Gonchaudhuri, one of West Bengal’s most high-profile advocates of renewable energy, is chairman of Ashden India, a renewable energy organization, and advises the government of the northeastern state of Tripura on renewable energy. He was inspired to build the complex by a television documentary about European eco-housing.

Gonchaudhuri persuaded the government’s West Bengal Renewable Energy Development Agency (WBREDA), where he worked, to provide 0.75 hectares (1.85 acres) of land to develop  an eco-housing project in New Town. The area, in suburban Kolkata, has burgeoning information technology businesses as well as the most home and office construction activity in the state.

Rabi Rashmi Abasan means “solar-ray based dwelling” in Bengali, and each 155 square metre (about 1,700 square feet) villa generates 2.1 kilowatt hours of electricity from the photovoltaic panels that are fixed on its rooftop and integrated into the windowpanes – enough to meet 40 percent of standard household power needs.

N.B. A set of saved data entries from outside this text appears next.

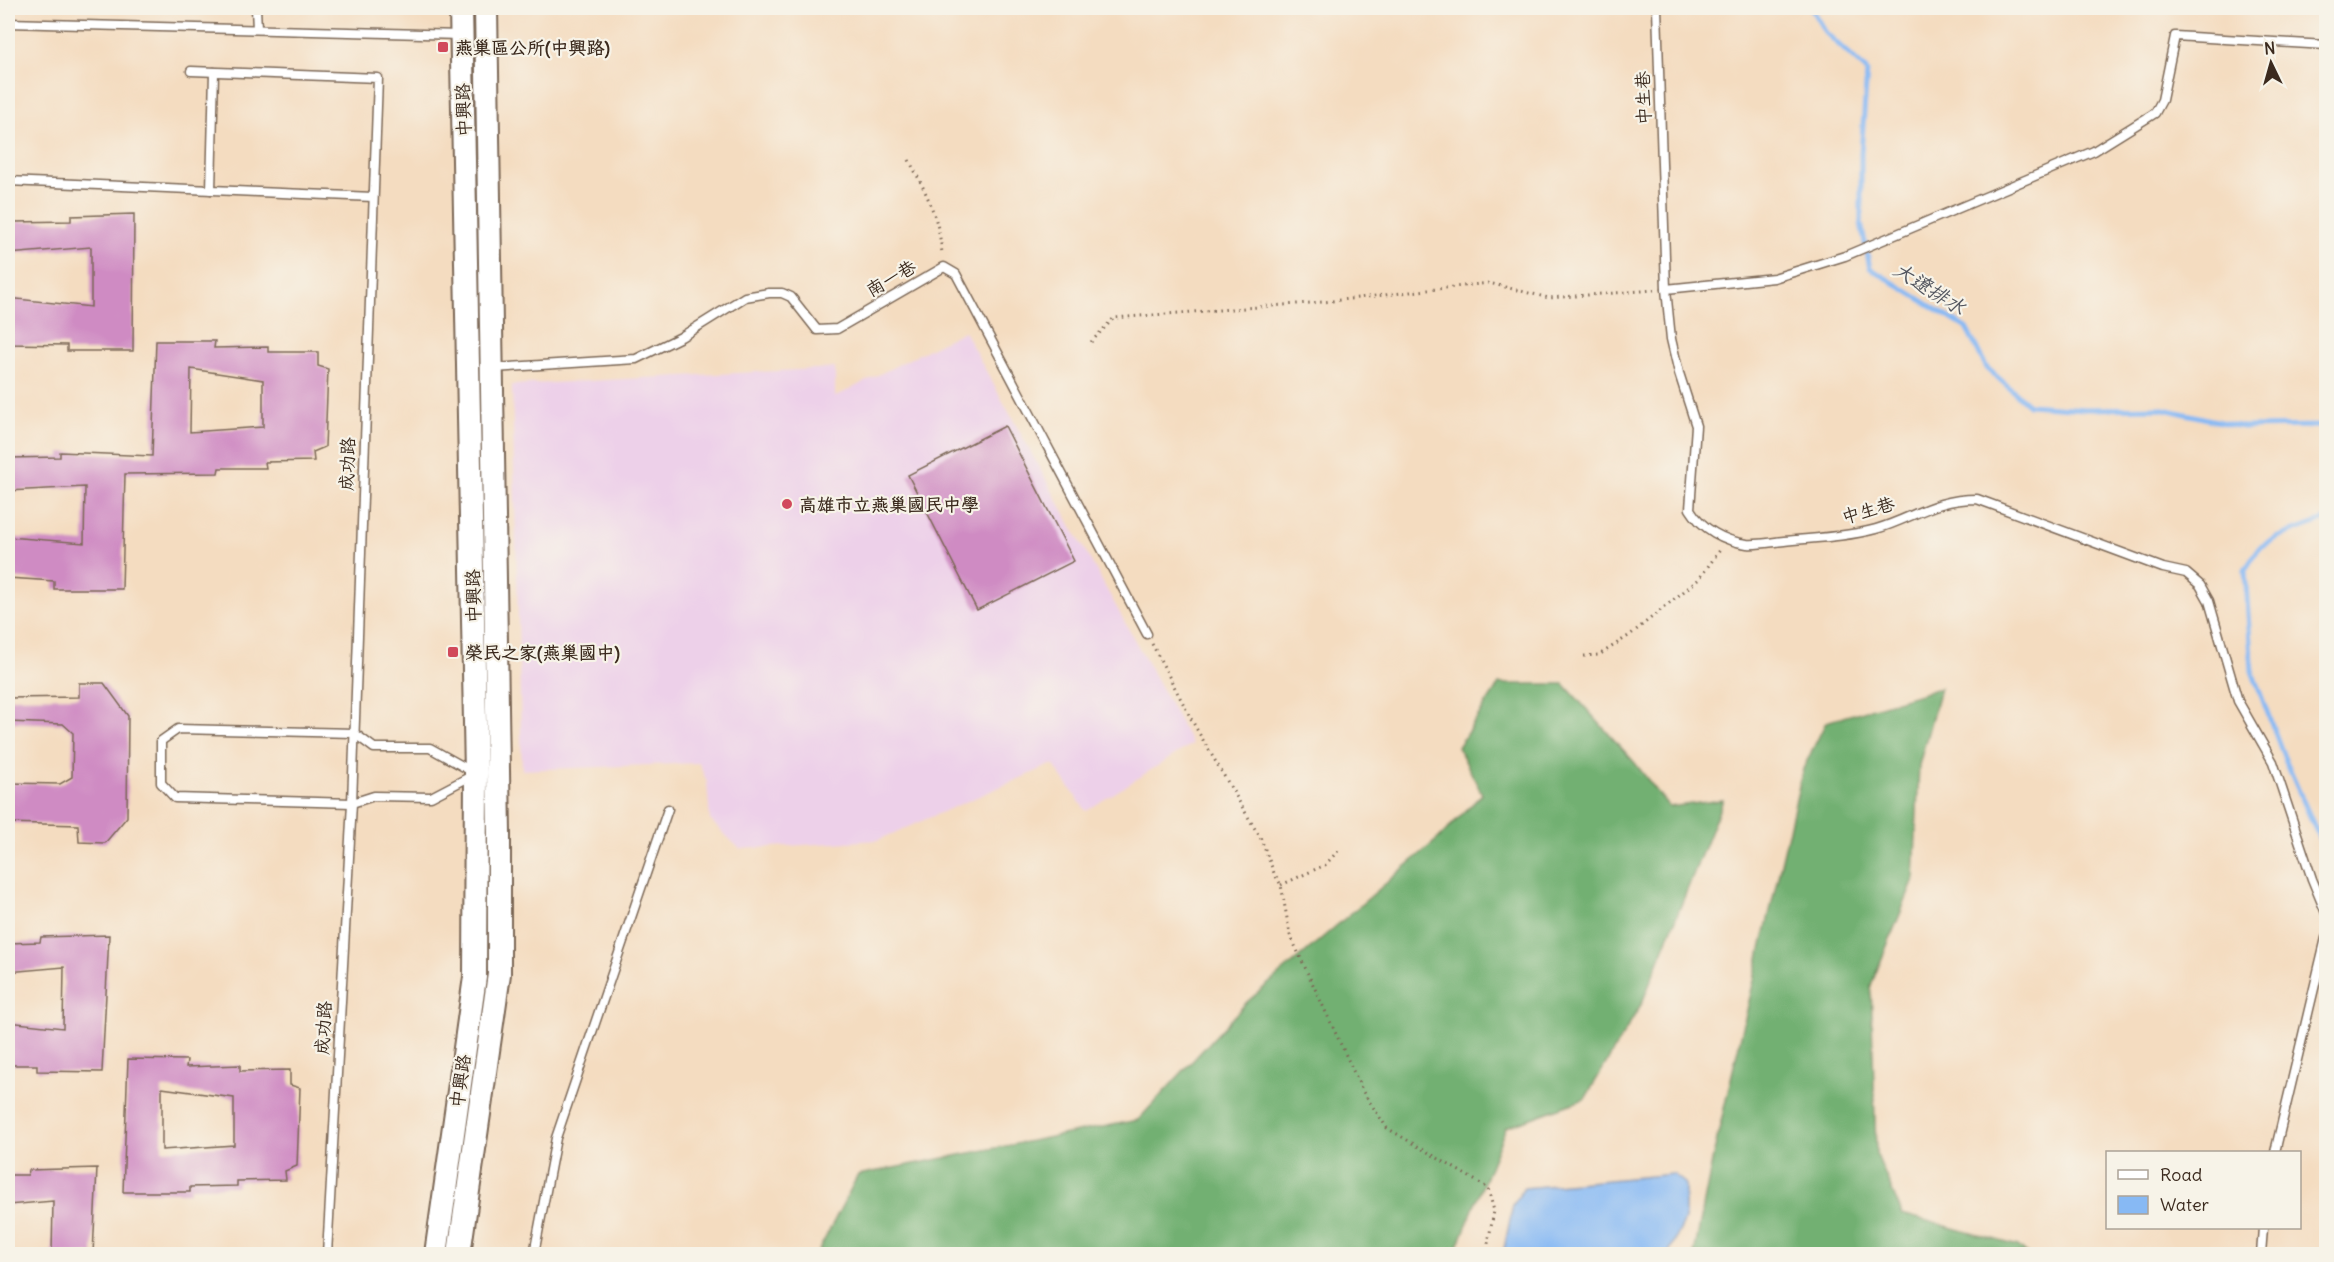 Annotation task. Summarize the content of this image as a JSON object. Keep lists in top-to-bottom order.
{
  "streets": {
    "main road": ["中興路"],
    "lane": ["中生巷", "南一巷", "成功路"]
  },
  "crossings": [
    ["中興路", "南一巷"]
  ],
  "water": ["大遼排水"],
  "places": {
    "transit": ["燕巢區公所(中興路)", "榮民之家(燕巢國中)"],
    "other": ["高雄市立燕巢國民中學"]
  },
  "legend": ["Road", "Water"],
  "north": "top"
}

The buildings have been designed to reduce energy consumption by harnessing nature. Each villa has a south-facing lily pool that cools the air, which then enters a louvered duct to circulate inside, pushing warm air up and out through a chimney. This solar chimney effect reduces room temperatures by 4 degrees Centigrade, according to Gonchaudhuri.

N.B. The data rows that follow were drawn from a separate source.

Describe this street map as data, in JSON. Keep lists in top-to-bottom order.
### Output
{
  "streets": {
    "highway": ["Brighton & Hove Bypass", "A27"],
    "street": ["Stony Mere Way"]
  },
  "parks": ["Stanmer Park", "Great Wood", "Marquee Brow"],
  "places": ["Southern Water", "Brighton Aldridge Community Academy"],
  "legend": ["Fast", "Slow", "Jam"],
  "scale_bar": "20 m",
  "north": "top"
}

Summers temperatures in West Bengal regularly go above 40 degrees Centigrade.

“Incorporating such passive architecture features, excluding BIPV (building-integrated photovoltaic technology), adds 7-8 percent to the total construction cost, recoverable in six years from saved energy bills,” says Himadri Guha, a former professor of civil engineering who now develops real estate in Kolkata. According to Guha, this works out cheaper over the long term than installing and running air-conditioning in the houses.


The feature of the villas that makes Gonchaudhuri most proud is its “net metering” system. Unused energy generated by the solar panels is directed into the conventional power grid, to which the villas are also connected. When this happens, the house’s electricity meter runs backwards, recording an energy credit that can be used later by the individual villa owner.

Gonchaudhuri  points out that Rabi Rashmi Abasan was the first real estate development to use a net-metering system, and that has “successfully pushed solar expansion in the state,” he says.

While no other residential complex in the state has adopted the net metering system, the West Bengal governor’s residence and some 100 private, missionary and residential schools are fitted with solar systems and some use of net metering, according to Sushobhan Bhattacharya, director-in-charge of the West Bengal Renewable Energy Development Agency.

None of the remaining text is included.